Munding mengiyakan permintaan Nurul. Sedangkan Asma dan Amel hanya bisa meratapi nasib mereka berdua. Kalau buat mereka, photo berempat atau bertiga masih memungkinkan terjadi, tapi kalau selfie berdua saja dengan Munding? Ngimpi!!

Tak lama kemudian, mobil mereka sampai ke tujuan. Nurul keluar dari pintu dan langsung merentangkan kedua tangannya lebar-lebar sambil menghirup udara segar pegunungan di pagi hari.

"Jangan lebar-lebar, nanti ada yang nafsu ngeliatin buah dada Dek Nurul," bisik Munding di telinga Nurul.

Jelas aja muka Nurul langsung memerah mendengarnya.

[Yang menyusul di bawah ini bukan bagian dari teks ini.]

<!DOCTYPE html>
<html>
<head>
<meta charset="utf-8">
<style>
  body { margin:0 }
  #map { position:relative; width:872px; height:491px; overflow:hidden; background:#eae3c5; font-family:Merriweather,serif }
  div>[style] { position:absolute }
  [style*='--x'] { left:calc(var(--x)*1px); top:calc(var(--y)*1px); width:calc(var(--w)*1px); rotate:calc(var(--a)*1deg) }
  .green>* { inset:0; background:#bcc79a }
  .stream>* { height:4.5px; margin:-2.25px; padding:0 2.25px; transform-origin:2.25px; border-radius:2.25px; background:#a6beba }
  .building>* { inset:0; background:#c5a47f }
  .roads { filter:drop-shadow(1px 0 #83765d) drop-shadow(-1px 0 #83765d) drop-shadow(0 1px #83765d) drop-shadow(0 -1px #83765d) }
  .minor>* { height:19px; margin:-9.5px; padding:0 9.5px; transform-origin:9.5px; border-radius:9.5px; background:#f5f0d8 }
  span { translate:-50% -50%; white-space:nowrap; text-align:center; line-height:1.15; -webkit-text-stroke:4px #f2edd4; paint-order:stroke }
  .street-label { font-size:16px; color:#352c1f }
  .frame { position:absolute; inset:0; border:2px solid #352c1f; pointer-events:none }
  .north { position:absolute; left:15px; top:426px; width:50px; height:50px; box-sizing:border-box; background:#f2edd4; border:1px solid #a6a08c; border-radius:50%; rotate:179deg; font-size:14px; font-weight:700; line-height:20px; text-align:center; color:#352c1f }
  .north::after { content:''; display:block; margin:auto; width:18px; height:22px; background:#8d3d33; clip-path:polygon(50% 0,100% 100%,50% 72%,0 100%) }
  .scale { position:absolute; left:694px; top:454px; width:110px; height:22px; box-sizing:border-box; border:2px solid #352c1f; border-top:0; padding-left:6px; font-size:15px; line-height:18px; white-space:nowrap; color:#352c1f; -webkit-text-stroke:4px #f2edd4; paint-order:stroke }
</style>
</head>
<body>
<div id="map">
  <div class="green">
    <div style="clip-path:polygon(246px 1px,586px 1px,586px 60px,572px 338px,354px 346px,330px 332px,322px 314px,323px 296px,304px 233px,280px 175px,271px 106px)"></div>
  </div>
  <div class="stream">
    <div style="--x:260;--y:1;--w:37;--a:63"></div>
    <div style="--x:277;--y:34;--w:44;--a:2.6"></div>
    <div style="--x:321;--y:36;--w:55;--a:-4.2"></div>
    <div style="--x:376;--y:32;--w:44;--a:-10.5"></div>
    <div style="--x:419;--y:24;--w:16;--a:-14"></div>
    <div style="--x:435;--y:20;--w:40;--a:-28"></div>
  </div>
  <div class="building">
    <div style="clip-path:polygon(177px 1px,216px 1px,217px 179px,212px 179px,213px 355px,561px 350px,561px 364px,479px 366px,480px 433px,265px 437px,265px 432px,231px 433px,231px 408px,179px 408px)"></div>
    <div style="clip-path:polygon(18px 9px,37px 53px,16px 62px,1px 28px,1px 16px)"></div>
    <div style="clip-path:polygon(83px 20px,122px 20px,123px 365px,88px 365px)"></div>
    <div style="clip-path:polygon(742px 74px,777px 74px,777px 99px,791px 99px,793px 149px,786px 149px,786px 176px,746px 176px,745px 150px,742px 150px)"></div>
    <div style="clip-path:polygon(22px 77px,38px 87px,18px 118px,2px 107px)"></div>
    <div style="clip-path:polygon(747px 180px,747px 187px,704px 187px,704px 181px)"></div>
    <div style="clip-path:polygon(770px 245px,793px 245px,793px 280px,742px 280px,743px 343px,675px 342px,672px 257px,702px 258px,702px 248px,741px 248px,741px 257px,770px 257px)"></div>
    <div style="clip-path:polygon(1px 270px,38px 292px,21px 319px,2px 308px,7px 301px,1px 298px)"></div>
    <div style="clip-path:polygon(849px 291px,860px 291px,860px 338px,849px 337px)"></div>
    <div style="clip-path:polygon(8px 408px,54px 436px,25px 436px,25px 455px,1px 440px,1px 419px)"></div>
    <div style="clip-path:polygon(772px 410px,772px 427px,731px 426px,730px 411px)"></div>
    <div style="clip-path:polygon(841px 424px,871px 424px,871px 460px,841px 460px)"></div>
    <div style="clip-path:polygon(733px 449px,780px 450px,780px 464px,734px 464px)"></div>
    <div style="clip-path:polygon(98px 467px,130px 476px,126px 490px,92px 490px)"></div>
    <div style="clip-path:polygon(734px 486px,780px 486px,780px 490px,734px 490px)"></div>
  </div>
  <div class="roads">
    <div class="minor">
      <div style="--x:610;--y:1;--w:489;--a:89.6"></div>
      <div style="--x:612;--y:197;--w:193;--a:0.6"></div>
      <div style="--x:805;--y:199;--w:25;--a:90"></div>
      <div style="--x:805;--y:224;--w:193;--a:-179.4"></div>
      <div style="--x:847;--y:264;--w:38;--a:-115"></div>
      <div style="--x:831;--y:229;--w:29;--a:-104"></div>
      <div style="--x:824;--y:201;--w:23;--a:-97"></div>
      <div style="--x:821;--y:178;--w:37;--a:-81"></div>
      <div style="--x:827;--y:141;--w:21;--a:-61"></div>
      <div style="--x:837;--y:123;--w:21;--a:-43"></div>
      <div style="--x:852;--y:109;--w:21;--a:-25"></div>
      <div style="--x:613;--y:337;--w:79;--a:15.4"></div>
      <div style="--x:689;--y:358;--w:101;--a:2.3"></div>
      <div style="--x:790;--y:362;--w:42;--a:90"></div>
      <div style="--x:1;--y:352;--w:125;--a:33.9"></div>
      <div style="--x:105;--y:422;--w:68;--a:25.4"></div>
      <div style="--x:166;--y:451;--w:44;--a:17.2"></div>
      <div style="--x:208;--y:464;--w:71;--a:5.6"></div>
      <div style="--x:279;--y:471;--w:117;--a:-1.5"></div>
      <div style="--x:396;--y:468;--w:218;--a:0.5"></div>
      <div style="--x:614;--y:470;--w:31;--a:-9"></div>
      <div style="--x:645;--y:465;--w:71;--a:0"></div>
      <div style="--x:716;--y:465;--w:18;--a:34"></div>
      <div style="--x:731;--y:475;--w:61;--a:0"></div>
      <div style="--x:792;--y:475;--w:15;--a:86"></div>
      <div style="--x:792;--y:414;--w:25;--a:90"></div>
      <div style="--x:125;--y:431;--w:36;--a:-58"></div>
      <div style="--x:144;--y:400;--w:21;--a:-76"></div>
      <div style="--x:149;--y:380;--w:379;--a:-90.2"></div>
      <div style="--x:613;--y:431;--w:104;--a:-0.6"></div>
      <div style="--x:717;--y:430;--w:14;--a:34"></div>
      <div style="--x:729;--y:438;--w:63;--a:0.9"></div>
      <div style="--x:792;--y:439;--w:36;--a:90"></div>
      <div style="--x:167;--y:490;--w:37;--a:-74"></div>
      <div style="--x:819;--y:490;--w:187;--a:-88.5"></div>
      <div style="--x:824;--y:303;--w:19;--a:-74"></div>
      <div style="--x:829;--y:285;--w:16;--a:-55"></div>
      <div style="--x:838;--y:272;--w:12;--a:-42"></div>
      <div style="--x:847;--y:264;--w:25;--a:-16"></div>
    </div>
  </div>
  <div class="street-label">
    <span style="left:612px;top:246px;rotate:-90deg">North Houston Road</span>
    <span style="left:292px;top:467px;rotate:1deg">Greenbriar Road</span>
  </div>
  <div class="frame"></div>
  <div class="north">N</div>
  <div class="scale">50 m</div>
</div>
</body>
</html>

Sebuah pemandangan romantis terlihat pagi itu, seorang gadis manis berjilbab mengejar-ngejar seorang laki-laki di parkiran taman bunga, diiringi kabut tipis yang pelan-pelan naik ke langit. Hembusan napas mereka yang tersengal-sengal menciptakan gumpalan kabut-kabut kecil yang melayang keluar dari mulut dan hidung mereka.

Amel dan Asma yang baru saja keluar dari mobil dan melihat tingkah Munding dan Nurul, tersenyum kecut saat melihatnya.

"Kayaknya kita berdua bakalan jadi obat nyamuk dan dibikin ngiri sama kemesraan mereka berdua seharian deh Mel," bisik Asma perlahan.

Amel menganggukkan kepalanya, "kayaknya iya, Ma," jawab Amel sambil tersenyum kecut.

Itu kali pertama mereka berdua sependapat dan tidak saling adu argumen satu sama lain sejak mereka saling mengenal.